Advice on contour plotting 2d posterior slices

I have been reparametrizing a model with convergence issues following the nice writeup of @betanalpha. I find graphs very useful for this, especially when I gradually simplify the model to isolate a pathology.

I like to superimpose contour plots and MCMC samples because otherwise (eg heatmap + posterior sample) it gets too crowded, and I am wondering if the users here have some advice on the contour plotting part.

Specifically, consider 2D version of Neal’s funnel. For consistency, I will compare contour plots with 10 levels, generated on a 50x50 grid (so some of them will be a bit jagged). The plotting library I am using takes a grid and makes levels using marching squares.

The log pdf looks nice and smooth, but kind of misses the interesting part where the mass is:

The pdf reveals the interesting part, but marching squares gives up on the “funnel”:

The simplest nice-looking option I found is replacing each log posterior value with its fractional rank in the whole matrix:

Since the last transformation gives numbers in [0,1], it is straightforward to transform them, eg this is to the above 5th power:

Any other suggestions would be appreciated.

1 Like

[edit: fat fingered first response]

The problem here looks like characterizing the level sets (set of values for which log density is constant).
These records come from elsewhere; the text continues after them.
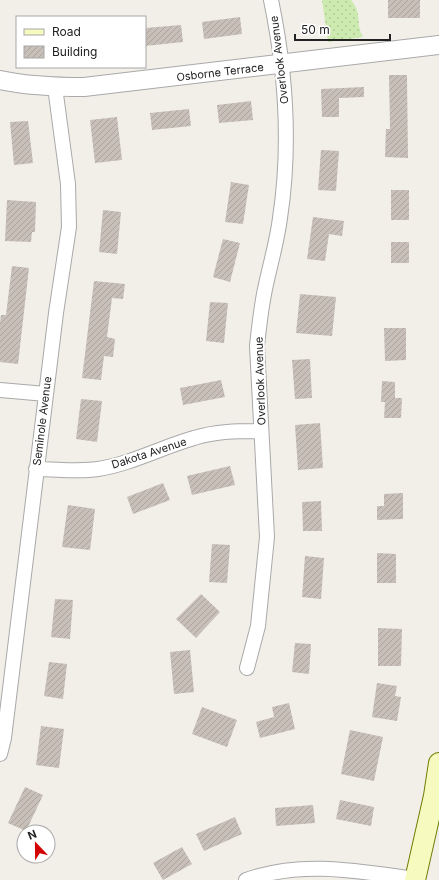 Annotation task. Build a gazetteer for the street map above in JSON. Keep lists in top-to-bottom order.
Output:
{
  "streets": {
    "street": [
      "Overlook Avenue",
      "Osborne Terrace",
      "Seminole Avenue",
      "Dakota Avenue"
    ]
  },
  "crossings": [
    ["Overlook Avenue", "Osborne Terrace"],
    ["Overlook Avenue", "Dakota Avenue"],
    ["Osborne Terrace", "Seminole Avenue"],
    ["Seminole Avenue", "Dakota Avenue"]
  ],
  "legend": ["Road", "Building"],
  "scale_bar": "50 m",
  "north": "top"
} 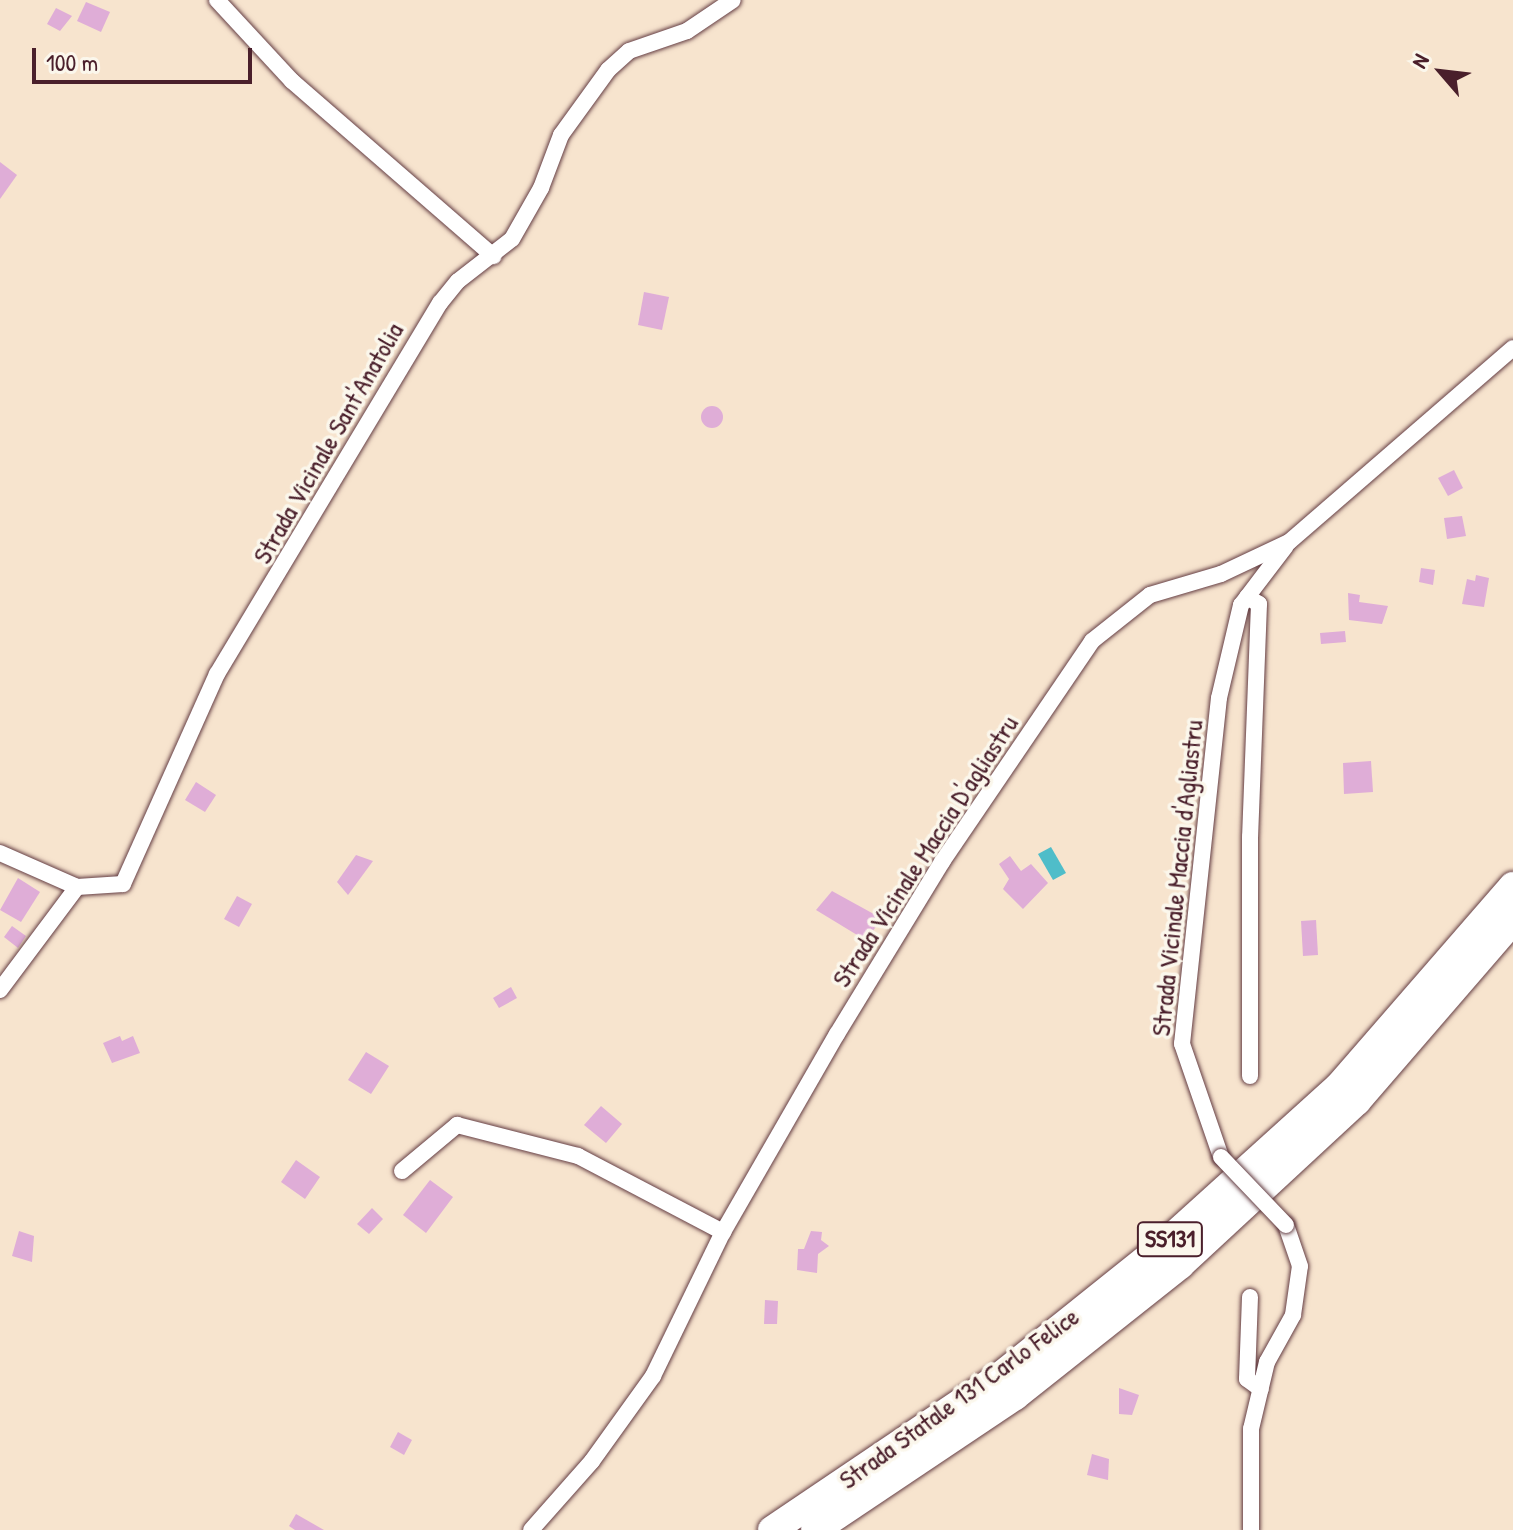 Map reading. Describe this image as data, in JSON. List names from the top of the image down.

Assuming you don’t want to go the level of having a solver for the level set, and given that you don’t seem to want to take the obvious approach of a heat map (which doesn’t give you contours), I don’t know what to suggest.

The general problem is that you’re usually working with less regular densities that are projected out of larger densities, and therefore even harder to solve.

1 Like

I don’t think so; efficient algorithms exist for the purposes of 2D plotting (variants of matching squares and dual contouring, eg see this paper on a 3D method, 2D has been solved for a while now). Dual contouring methods use the gradients, but we already have this for posteriors.

My question is conceptual: I can obtain level sets easily. It’s about what to plot, not how to plot it.

I could, I just don’t find it very informative. Compare this heatmap using the white-red color scheme in your tutorial:

with this 10%, 20%, …, 90% plot of HPD regions (Hyndman, R. J. (1996). Computing and graphing highest density regions. The American Statistician, 50(2), 120–126.):

Regarding the original question: I think that plotting HPD regions is the most consistent solution conceptually.

I agree that the HPD regions are easier to follow.

In your particular example, I’m concerned about the artifact in neck of the funnel that makes it look like the support is wider in the x-axis than it actually is. It should go down as exp(log_sigma), but here it looks like it hits the granularity of the grid and stops. This is even more apparent with the coarser grids.

Is there a way you could use an adaptive mesh like the 3D paper suggests?

Also, what’s your thinking on presenting tails here? If we go much beyond log_sigma +/- 5, we’re already 5 sds into the tail.

Firstly we have to keep in mind that samples and contour slices do not visualize the same object. Contour slices visualize a conditional distribution, say one specified by the conditional density function

\pi(\theta_{1}, \theta_{2} \mid \theta_{3} = \tilde{\theta}_{3}, \ldots, \theta_{I} = \tilde{\theta}_{I})

where as projected samples visualize a marginal distribution, say one specified by the marginal density function

\pi(\theta_{1}, \theta_{2}) = \int \mathrm{d} \theta_{3} \ldots \mathrm{d} \theta_{I} \, \pi(\theta_{1}, \theta_{2}, \theta_{3}, \ldots, \theta_{I} ).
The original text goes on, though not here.